Student: Daniel Kuhlen

Instructors: 
- Dirk Pflugmacher
- Matthias Baumann

## Final Paper: NLD in El Salvador
This file create a time series of weekly radiance using NASA's Black Marble data for:

- El Salvador
- Belize
- Costa Rica
- Guatemala
- Honduras
- Mexico
- Nicaragua
- Panama

# Packages & Helper

In [1]:
import os
import colorcet as cc
import contextily as cx
import geopandas as gpd
print(gpd.__version__)
import matplotlib.pyplot as plt
import matplotlib as mpl
import pandas as pd
import seaborn as sns
from gadm import GADMDownloader
import gc

from blackmarble.extract import bm_extract
from blackmarble.raster import bm_raster

%load_ext autoreload
%autoreload 2

plt.rcParams["figure.figsize"] = (18, 10)
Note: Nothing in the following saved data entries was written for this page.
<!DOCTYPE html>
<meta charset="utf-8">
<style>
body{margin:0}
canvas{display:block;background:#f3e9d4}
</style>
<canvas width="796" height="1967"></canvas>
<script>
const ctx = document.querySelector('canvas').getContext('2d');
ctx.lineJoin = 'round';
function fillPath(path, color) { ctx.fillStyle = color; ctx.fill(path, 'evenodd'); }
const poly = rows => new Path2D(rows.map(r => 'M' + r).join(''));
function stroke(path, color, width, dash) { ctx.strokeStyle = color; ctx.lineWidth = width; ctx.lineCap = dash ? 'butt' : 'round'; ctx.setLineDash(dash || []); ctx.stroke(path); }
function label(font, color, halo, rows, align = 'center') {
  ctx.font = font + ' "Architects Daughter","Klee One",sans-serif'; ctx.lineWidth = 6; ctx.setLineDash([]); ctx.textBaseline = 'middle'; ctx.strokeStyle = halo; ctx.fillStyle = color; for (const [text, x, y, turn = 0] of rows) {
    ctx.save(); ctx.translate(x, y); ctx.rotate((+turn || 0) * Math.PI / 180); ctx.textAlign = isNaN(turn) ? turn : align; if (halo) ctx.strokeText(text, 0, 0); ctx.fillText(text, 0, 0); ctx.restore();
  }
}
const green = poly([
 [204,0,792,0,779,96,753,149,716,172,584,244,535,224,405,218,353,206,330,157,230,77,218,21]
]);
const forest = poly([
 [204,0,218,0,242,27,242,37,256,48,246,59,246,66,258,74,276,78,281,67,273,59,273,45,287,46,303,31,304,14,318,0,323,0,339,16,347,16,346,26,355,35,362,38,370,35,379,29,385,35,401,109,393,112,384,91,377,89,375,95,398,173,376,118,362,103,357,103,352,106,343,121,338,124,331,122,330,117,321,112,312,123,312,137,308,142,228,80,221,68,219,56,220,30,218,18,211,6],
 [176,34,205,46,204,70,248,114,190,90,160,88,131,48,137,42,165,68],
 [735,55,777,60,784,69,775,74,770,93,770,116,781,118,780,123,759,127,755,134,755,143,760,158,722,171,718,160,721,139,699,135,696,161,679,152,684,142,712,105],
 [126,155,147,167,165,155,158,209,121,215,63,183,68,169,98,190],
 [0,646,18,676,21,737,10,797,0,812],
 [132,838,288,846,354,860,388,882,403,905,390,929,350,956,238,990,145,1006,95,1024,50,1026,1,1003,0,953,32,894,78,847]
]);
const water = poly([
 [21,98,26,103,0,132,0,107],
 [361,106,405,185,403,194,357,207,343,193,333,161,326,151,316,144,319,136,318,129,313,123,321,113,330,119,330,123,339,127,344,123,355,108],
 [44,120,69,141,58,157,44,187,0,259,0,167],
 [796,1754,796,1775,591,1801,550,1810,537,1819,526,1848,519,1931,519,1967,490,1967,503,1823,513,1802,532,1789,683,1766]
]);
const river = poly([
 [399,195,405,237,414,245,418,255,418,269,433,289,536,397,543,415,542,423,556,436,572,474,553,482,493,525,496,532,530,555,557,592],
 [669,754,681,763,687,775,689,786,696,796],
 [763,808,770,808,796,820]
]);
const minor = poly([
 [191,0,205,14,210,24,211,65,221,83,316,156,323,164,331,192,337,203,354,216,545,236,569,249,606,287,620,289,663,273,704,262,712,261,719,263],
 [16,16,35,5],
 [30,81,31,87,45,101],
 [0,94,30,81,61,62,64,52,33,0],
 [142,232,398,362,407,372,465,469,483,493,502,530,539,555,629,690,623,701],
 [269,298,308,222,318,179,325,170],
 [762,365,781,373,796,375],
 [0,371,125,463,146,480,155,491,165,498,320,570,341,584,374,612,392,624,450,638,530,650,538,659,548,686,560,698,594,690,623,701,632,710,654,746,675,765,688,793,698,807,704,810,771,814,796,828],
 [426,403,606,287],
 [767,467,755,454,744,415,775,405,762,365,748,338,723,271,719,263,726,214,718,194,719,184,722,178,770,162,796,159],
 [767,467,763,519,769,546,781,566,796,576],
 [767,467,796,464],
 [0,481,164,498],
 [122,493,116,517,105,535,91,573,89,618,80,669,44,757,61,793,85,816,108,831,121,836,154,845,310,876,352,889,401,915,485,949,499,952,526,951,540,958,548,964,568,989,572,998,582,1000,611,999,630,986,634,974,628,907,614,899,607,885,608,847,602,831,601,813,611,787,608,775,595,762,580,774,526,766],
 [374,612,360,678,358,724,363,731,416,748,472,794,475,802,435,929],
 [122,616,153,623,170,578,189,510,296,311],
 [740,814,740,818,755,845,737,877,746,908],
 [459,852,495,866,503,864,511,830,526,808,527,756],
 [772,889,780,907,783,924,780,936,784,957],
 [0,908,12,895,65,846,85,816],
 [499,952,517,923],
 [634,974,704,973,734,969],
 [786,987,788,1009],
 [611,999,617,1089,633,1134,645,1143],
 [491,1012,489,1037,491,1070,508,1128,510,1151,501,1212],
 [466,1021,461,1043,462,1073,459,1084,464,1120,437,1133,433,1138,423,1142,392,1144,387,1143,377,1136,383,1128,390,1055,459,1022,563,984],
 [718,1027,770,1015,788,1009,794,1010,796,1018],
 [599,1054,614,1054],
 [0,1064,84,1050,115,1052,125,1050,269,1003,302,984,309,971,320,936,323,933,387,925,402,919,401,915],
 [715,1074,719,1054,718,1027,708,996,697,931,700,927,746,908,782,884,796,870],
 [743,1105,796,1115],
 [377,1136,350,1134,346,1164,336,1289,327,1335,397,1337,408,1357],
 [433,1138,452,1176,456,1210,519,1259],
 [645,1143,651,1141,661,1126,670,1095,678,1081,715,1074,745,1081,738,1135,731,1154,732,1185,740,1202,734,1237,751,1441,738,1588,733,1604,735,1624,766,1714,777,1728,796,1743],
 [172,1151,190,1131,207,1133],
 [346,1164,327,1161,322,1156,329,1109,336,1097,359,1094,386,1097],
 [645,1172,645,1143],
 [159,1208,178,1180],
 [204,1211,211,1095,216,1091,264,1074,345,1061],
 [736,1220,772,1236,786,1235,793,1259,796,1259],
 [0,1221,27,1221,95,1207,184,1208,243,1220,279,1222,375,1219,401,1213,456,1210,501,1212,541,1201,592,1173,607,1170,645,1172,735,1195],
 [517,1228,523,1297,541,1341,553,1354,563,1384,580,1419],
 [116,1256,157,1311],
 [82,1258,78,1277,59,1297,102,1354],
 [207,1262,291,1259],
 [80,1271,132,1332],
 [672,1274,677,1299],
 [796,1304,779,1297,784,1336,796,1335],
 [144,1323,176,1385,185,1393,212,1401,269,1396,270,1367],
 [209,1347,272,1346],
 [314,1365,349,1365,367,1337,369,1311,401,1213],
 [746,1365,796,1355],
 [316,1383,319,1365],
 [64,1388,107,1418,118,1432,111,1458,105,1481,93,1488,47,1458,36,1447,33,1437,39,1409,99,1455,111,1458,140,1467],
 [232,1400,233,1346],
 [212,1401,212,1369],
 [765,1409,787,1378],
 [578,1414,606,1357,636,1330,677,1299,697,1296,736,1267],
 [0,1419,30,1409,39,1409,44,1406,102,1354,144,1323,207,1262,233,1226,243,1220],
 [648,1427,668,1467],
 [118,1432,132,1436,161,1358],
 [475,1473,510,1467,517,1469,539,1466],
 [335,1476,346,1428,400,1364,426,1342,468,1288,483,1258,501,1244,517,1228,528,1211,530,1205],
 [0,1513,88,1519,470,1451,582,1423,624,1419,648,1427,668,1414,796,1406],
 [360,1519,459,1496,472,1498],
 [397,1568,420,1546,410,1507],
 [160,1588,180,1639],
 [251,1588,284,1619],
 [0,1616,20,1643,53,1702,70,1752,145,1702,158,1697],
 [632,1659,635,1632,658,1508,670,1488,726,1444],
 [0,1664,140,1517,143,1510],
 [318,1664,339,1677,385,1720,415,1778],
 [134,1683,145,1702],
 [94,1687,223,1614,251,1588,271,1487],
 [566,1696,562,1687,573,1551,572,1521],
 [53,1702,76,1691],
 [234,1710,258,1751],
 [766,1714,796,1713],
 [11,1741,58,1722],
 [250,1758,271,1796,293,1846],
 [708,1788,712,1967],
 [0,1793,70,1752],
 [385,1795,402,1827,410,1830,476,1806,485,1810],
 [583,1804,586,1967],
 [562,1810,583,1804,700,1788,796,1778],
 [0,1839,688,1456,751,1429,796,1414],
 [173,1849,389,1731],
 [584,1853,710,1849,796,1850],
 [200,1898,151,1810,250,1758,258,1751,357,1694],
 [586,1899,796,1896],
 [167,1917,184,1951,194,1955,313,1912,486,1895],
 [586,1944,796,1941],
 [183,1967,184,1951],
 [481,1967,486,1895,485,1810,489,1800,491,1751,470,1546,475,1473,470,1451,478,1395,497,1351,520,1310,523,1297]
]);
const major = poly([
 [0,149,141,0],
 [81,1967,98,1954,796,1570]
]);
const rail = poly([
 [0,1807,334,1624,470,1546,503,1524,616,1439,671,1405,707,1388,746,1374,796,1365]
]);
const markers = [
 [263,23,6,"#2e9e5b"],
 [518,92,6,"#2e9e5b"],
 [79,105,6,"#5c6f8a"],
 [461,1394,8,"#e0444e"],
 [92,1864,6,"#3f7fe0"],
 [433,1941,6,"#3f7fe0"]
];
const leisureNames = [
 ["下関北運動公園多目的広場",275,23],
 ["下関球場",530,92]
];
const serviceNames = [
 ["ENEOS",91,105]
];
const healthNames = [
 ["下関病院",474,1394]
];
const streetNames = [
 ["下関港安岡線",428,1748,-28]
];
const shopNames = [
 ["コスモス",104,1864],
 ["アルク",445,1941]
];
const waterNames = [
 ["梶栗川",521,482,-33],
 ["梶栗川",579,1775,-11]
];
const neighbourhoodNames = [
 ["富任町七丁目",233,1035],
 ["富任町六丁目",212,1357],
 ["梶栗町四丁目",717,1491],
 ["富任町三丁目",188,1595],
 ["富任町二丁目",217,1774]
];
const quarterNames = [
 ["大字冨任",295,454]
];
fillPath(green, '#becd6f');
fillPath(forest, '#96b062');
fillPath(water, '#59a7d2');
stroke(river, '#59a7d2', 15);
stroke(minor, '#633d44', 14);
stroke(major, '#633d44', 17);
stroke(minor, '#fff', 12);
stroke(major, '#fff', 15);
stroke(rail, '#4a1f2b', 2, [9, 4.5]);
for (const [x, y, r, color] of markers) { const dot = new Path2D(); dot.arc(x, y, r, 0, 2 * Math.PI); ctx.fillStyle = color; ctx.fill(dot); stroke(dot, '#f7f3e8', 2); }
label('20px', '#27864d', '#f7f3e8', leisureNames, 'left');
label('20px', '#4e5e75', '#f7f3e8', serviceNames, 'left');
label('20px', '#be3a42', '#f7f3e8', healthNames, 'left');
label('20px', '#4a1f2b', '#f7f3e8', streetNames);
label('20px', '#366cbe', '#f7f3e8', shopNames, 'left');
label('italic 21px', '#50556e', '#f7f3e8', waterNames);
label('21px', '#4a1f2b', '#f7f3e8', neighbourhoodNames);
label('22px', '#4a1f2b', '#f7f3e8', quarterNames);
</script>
# bearer token for nasa earth data 
bearer = "eyJ0eXAiOiJKV1QiLCJhbGciOiJIUzI1NiJ9.eyJlbWFpbF9hZGRyZXNzIjoiZGFuaWVsLmt1aGxlbkBnbXguZGUiLCJpc3MiOiJBUFMgT0F1dGgyIEF1dGhlbnRpY2F0b3IiLCJpYXQiOjE3MDY0NjY1NzgsIm5iZiI6MTcwNjQ2NjU3OCwiZXhwIjoxODY0MTQ2NTc4LCJ1aWQiOiJkYW5pZWxrdWhsZW4iLCJ0b2tlbkNyZWF0b3IiOiJkYW5pZWxrdWhsZW4ifQ.vXDsnnL3zghE6fmbWqgaFEZpEZuN3TvKFNXB4pZ1QFc"

0.14.2


# Download Shapefiles for all Central American Countries

In [2]:
### define downloader function ###
def download_shapefiles_by_country(countries, ad_level):
    """
    Downloads shapefiles for the given list of countries at the specified administrative level,
    and returns a dictionary of GeoDataFrames, one for each country.
    
    Parameters:
    - countries: List of country names as strings.
    - ad_level: Administrative level for which to download the shape data.
    
    Returns:
    A dictionary of GeoDataFrames, with country names as keys.
    """
    downloader = GADMDownloader(version="4.0")
    gdf_dict = {}

    for country in countries:
        # progress print in the console
        print(f"Downloading shape data for {country} at administrative level {ad_level}...")
        # dwnl shape data
        shape_data = downloader.get_shape_data_by_country_name(
            country_name=country, ad_level=ad_level
        )
        
        # convert shapedata to df
        df = pd.DataFrame(shape_data)
        
        # convert df to geodf
        gdf = gpd.GeoDataFrame(df)
        
        # add country gdf to the dictionary
        gdf_dict[country] = gdf
    
    # print completion statement
    print("Download complete.")
    
    return gdf_dict

In [None]:
### apply function to download shapefile for central american countries ### 

# define list of countries
central_america_countries = ["Belize",
                             "Costa Rica",
                             "El Salvador",
                             "Guatemala",
                             "Honduras",
                             "Nicaragua",
                             "Panama"]

# define administrative level
admin_level = 1

# apply the function
central_america_shape_dict = download_shapefiles_by_country(central_america_countries, admin_level)

## filter for capital

In [4]:
### alternative dictionary containing only the capital ###

# mapping country with capital
name_1_mapping = {
    "El Salvador": "San Salvador",
    "Belize": "Cayo",
    "Costa Rica": "San José",
    "Guatemala": "Guatemala",
    "Honduras": "Francisco Morazán",
    "Nicaragua": "Managua",
    "Panama": "Panamá"
}

# initialize empty capital list
central_america_shape_capitals_dict = {}

# for loop to filter each country's GDF in the dictionary to the specific NAME_1 value
for country, gdf in central_america_shape_dict.items():
    
    # get the specific name_1 value 
    specific_name_1 = name_1_mapping.get(country)
    
    if specific_name_1:

        # filter for the capitla 
        filtered_gdf = gdf[gdf['NAME_1'] == specific_name_1]
        
        if not filtered_gdf.empty:
            
            # add to the capitals dictionary
            central_america_shape_capitals_dict[country] = filtered_gdf
        else:
            print(f"No data found for {country} with NAME_1 = {specific_name_1}")
    else:
        print(f"No NAME_1 mapping found for {country}")

## validity check

In [5]:
# plot a countries map from the dictionary to check 
central_america_shape_dict["El Salvador"].explore()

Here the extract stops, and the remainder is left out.